Steve’s philanthropic activities included AIDS Walk, a cause for which he helped raise over $15 million. He has also participated in the Los Angeles Food Mission, Meals on Wheels and Race to Erase MS.
He was a vibrant, charming, wacky, hysterical, deeply generous man, the best friend anyone could ask for, and we loved him so much.
Steve had recently welcomed two exciting new additions into his life: a second home in Laguna Beach and his first great-nephew, Luke. He leaves them behind, along with his heartbroken siblings and wives (Joan and Bill Frazier, Jan and Dennis Roy, Michael and Emily Fickinger and Ellen Fickinger), his devastated nieces, nephews and nephews (Jessica Roy and Joe Magdalena, Charlotte Roy and Sandy Albert, Andrew Frazier, Kathryn Roy, Carolyn Roy and Joey Fickinger), her dog Nicki, and a wide and warm circle of friends, neighbors and colleagues on both coasts and around the world.
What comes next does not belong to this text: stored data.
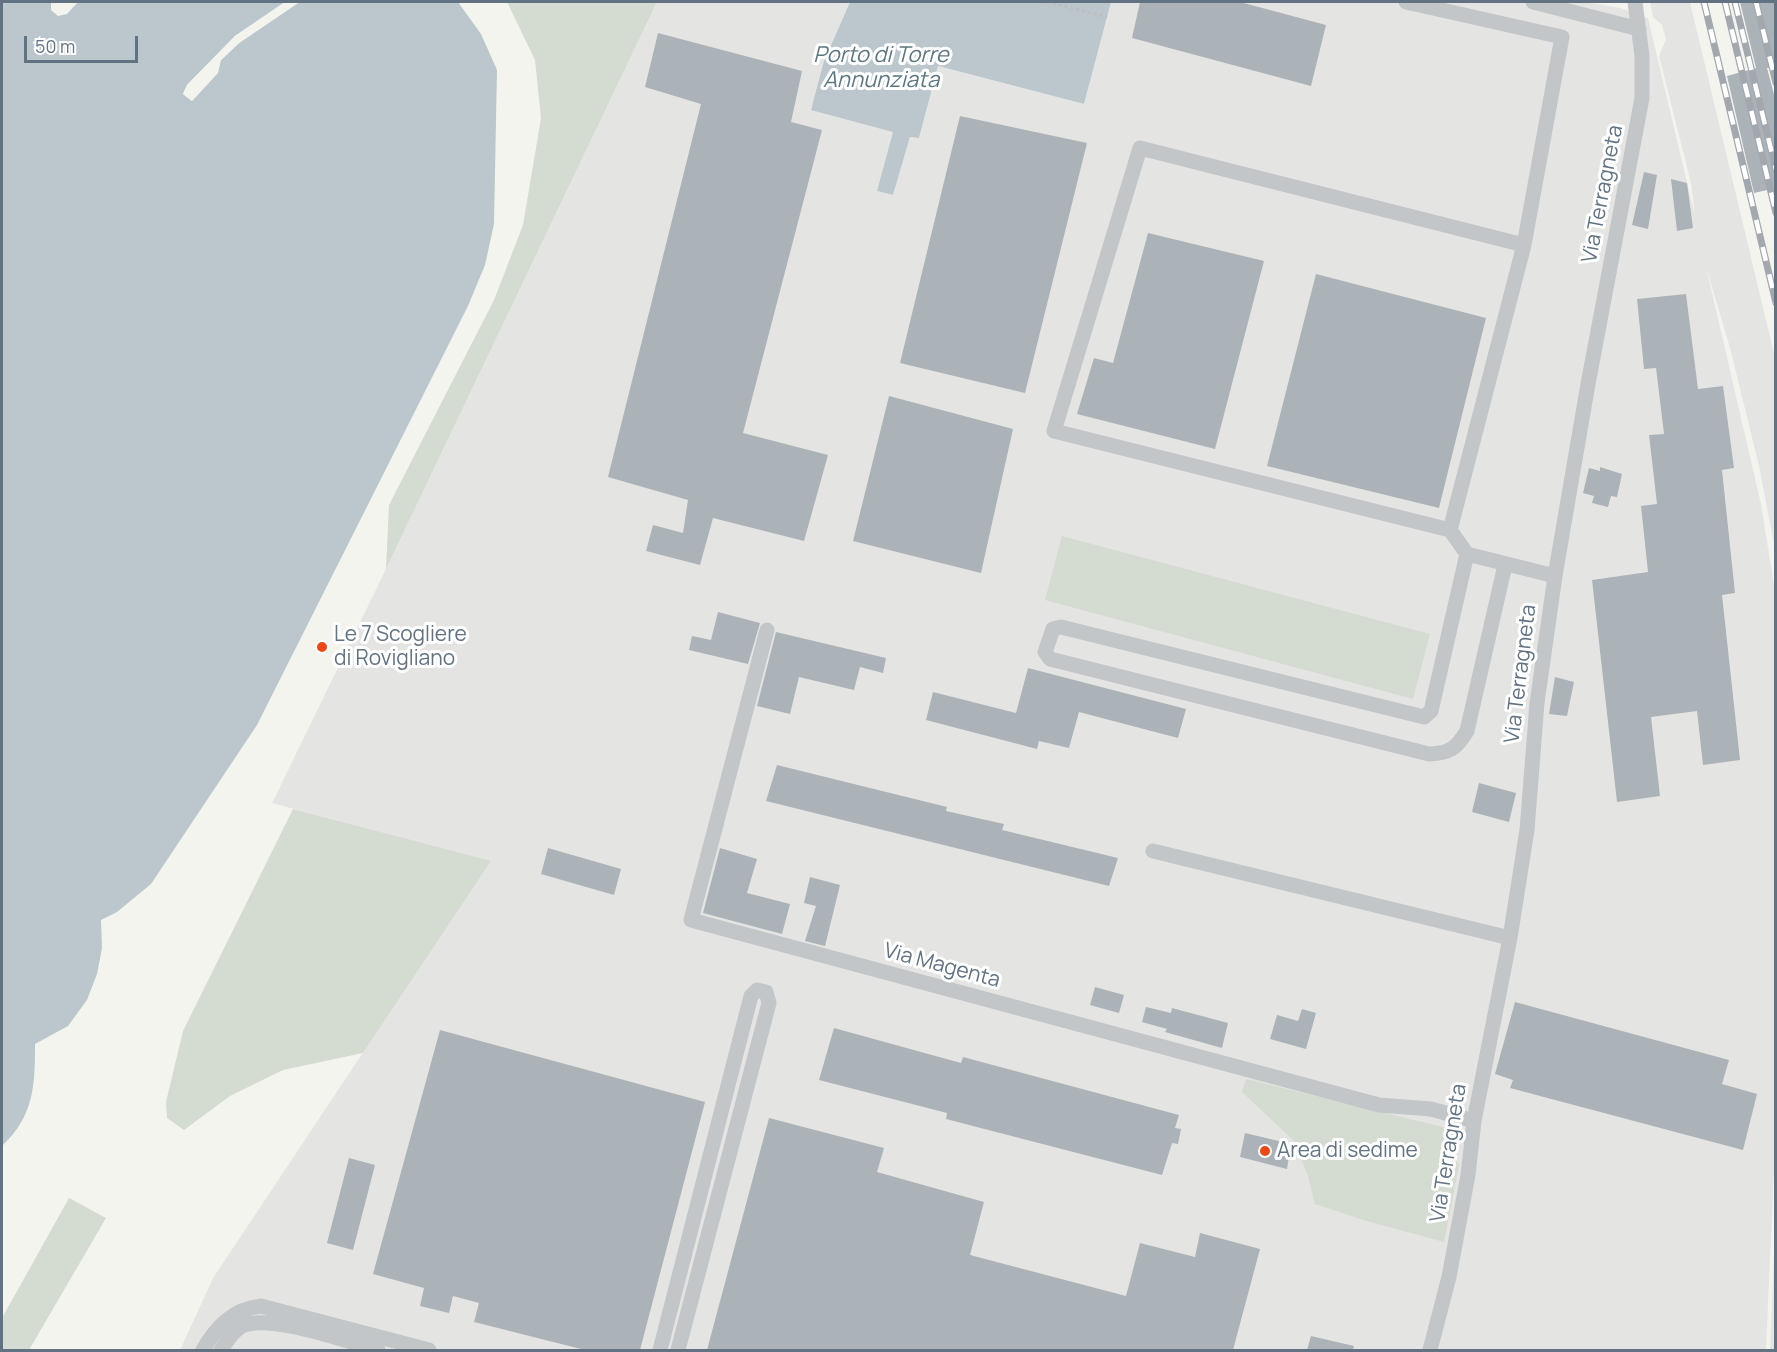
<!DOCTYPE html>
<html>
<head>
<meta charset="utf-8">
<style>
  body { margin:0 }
  #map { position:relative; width:1777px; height:1352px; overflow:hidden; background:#f4f4ef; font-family:Manrope,sans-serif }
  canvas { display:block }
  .frame { position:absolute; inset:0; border:3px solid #617382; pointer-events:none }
  .scale { position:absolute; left:24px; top:36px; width:114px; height:27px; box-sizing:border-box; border:3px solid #617382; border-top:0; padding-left:8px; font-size:18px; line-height:21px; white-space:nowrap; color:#617382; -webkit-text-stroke:4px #fff; paint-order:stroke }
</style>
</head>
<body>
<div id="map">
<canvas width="1777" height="1352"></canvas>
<div class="frame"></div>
<div class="scale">50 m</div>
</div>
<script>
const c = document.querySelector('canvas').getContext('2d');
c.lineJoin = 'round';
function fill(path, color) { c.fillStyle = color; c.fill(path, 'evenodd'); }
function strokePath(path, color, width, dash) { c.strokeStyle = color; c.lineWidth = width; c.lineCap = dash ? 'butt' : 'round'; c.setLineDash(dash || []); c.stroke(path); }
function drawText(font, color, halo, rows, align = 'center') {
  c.font = font + ' Manrope,sans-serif'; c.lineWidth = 6; c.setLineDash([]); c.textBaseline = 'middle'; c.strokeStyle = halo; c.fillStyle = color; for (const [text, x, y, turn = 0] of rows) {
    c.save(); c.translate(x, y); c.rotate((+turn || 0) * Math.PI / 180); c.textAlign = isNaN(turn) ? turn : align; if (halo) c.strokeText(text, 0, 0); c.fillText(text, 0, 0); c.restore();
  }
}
fill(new Path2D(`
  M657,2H850L824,61L893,132L878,191L893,195L910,137L919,138L938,66L1084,104L1111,2H1587L1620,8L1648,18L1695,216L1691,183L1659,56L1666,39L1662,25L1653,17L1650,2H1690L1776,362L1775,550L1759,466L1730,348L1706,267L1761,504L1775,591L1776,1124L1766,1350H180L213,1278L490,862L272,803L386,569Z
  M1775,1228L1776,1350H1770Z`), '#e4e5e3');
fill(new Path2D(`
  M507,2H657L386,569L389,505L494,300L523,225L541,118L535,60Z
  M1062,536L1430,634L1413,699L1045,600Z
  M293,809L491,861L363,1053L283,1070L230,1096L184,1130L167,1118L166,1102L183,1031Z
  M1246,1079L1459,1131L1455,1158L1459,1165L1444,1242L1363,1220L1315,1204L1308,1176L1293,1140L1242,1092Z
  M69,1198L106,1218L29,1350H2V1318Z`), '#d4dbd0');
fill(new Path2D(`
  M2,2H51V10L58,16L67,14L78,2H285L235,36L187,85L183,94L192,101L217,73L220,61L239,43L298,3L458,2L481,34L497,70L494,224L485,265L468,306L257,725L151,884L117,912L101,920L102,948L97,974L87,1000L68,1026L35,1044C35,1086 34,1116 2,1146Z
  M850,2H1111L1084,104L938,66L919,138L910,137L893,195L877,191L893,132L811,110L824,61Z`), '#bbc7cc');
fill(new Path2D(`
  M285,2H288L287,4L237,39L190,86L187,93L192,97L206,84L215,72L218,59L238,41L295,2H316L298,3L239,43L221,60L218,73L192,101L183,94L187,85L235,36Z`), '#f4f4ef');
fill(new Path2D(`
  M1140,2H1240L1326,25L1311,86L1132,38Z
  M1740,2H1776V67L1767,68L1776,102V188L1754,193L1727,76L1756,68Z
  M658,33L802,71L791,122L822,130L743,433L828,455L804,541L713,518L700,565L646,551L653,525L683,533L688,500L608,477L701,104L645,87Z
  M960,116L1087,143L1025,393L900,363Z
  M1644,172L1657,175L1648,229L1632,225Z
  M1671,179L1687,183L1693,228L1677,231Z
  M1148,233L1264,261L1215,449L1077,414L1094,358L1113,363Z
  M1316,274L1486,318L1439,508L1267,466Z
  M1686,294L1698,389L1723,386L1734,468L1722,470L1735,593L1722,595L1740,760L1703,765L1697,711L1651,717L1660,796L1617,802L1592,580L1648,572L1641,506L1657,504L1649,435L1664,434L1656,368L1644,369L1637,299Z
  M889,396L1013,429L981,573L853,541Z
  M1600,467L1622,474L1617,497L1611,496L1608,507L1592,503L1594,496L1583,493L1589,468L1600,471Z
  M718,612L760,623L748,664L689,650L692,636L711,640Z
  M776,632L886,658L883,673L860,667L854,690L799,677L790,714L757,706Z
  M1028,668L1186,709L1178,738L1079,712L1069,748L1039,741L1037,749L926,720L933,692L1016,713Z
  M1555,677L1574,682L1567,716L1549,714Z
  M777,765L947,807L946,811L1004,824L1002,830L1118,858L1109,886L766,801Z
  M1479,783L1516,793L1509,822L1472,812Z
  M548,848L621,869L614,895L541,874Z
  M720,848L757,859L747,893L790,904L782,934L703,913Z
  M810,877L840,885L825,946L805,941L816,906L804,903Z
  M1095,987L1124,995L1119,1013L1090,1005Z
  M1515,1002L1729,1060L1722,1084L1757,1094L1743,1150L1510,1088L1513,1080L1495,1074Z
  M1146,1007L1171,1013L1172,1008L1228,1023L1222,1048L1165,1032L1167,1029L1142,1022Z
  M1302,1009L1316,1013L1306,1049L1270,1039L1277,1015L1298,1021Z
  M834,1028L961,1063L963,1057L1179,1115L1175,1128L1181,1129L1178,1144L1172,1143L1162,1175L946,1119L947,1113L819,1080Z
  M440,1030L705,1102L640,1350H585L474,1322L479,1303L453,1296L449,1313L420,1306L424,1288L373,1274Z
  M769,1118L884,1148L877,1172L984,1202L970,1255L1126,1296L1140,1243L1195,1257L1200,1233L1260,1249L1233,1350H707Z
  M1245,1133L1291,1144L1287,1169L1240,1157Z
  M349,1158L375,1165L353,1250L327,1243Z
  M1311,1336L1354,1346L1353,1350H1307Z`), '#abb3b8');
strokePath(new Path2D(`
  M1047,2L1107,17`), '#bcbec0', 3, [3, 3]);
strokePath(new Path2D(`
  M1406,2L1562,37L1524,245
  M1533,2L1639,29
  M1450,530L1524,245L1140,148L1054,431L1450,530L1467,554L1555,576
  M1467,554L1431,711L1424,717L1061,627L1053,629L1045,652L1050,659L1429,754C1450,753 1456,749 1467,731L1505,565
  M767,630L691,920L1379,1105L1431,1109L1474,1121
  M1153,851L1510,938
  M203,1350C216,1327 233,1309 261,1306L429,1350
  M221,1350C226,1342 233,1331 242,1326C269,1313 348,1342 378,1350
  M660,1350L751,996L757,990L766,992L769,1003L678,1350
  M1430,1350L1449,1277L1468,1175L1474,1121L1510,938L1527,830L1537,703L1555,576L1588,384L1642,98V56L1635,2`), '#c3c6c9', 15);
const rail = new Path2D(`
  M1704,2L1776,303
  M1725,2L1776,213
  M1735,2L1776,170
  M1756,2L1776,83`);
strokePath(rail, '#a2a8ae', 7);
strokePath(rail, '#fff', 4.5, [14]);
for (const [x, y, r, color] of [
  [322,647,6,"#ed4816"],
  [1265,1151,6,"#ed4816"]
]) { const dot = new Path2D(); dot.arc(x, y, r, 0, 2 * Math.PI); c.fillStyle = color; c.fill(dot); strokePath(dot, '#fff', 2); }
drawText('21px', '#617382', '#fff', [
  ["Via Terragneta",1603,194,-79],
  ["Via Terragneta",1521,674,-83],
  ["Via Magenta",942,966,15],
  ["Via Terragneta",1449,1153,-81]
]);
drawText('21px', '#617382', '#fff', [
  ["Le 7 Scogliere",334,635],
  ["di Rovigliano",334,659],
  ["Area di sedime",1277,1151]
], 'left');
drawText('italic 22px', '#5c7780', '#fff', [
  ["Porto di Torre",881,56],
  ["Annunziata",881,81]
]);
</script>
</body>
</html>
In his spare time, Steve prolifically posted his thoughts and things that moved him on Facebook. Among the many topics he discussed, he had this to say about what will happen in the next life: he would like his casket to be sprinkled with pretzel chips (a detail we hope to work out with the funeral home). He hopes there are dogs waiting to greet him. And he knows he’ll find his mother when he gets there.
A funeral will be held in Chicago and a memorial service in Los Angeles. Details to come.
In the meantime, if you want to pay tribute to Steve, be the best dressed person at the next reception you attend. Or, damn it, the best-dressed person at the grocery store. See a Broadway show. Drink a sugar-free Red Bull or a tall glass of obscene Chardonnay on a terrace. Adopt a small dog. Plan a trip with a large group of your closest friends (A Steve-ism he experienced: “You can’t make new old friends.”). Confuse a server with your clearly stated food preferences. (If you need inspiration, Steve was “I don’t drink hot drinks.”) Get a professionally framed piece of art. Show up at a friend’s house with pastries. Every time you go on a trip, take home a little treasure to remember. Be kind. Throw your head back and laugh as hard as you can.
Another stevism, initiated by his mother: “Life is a ball.” Live like this.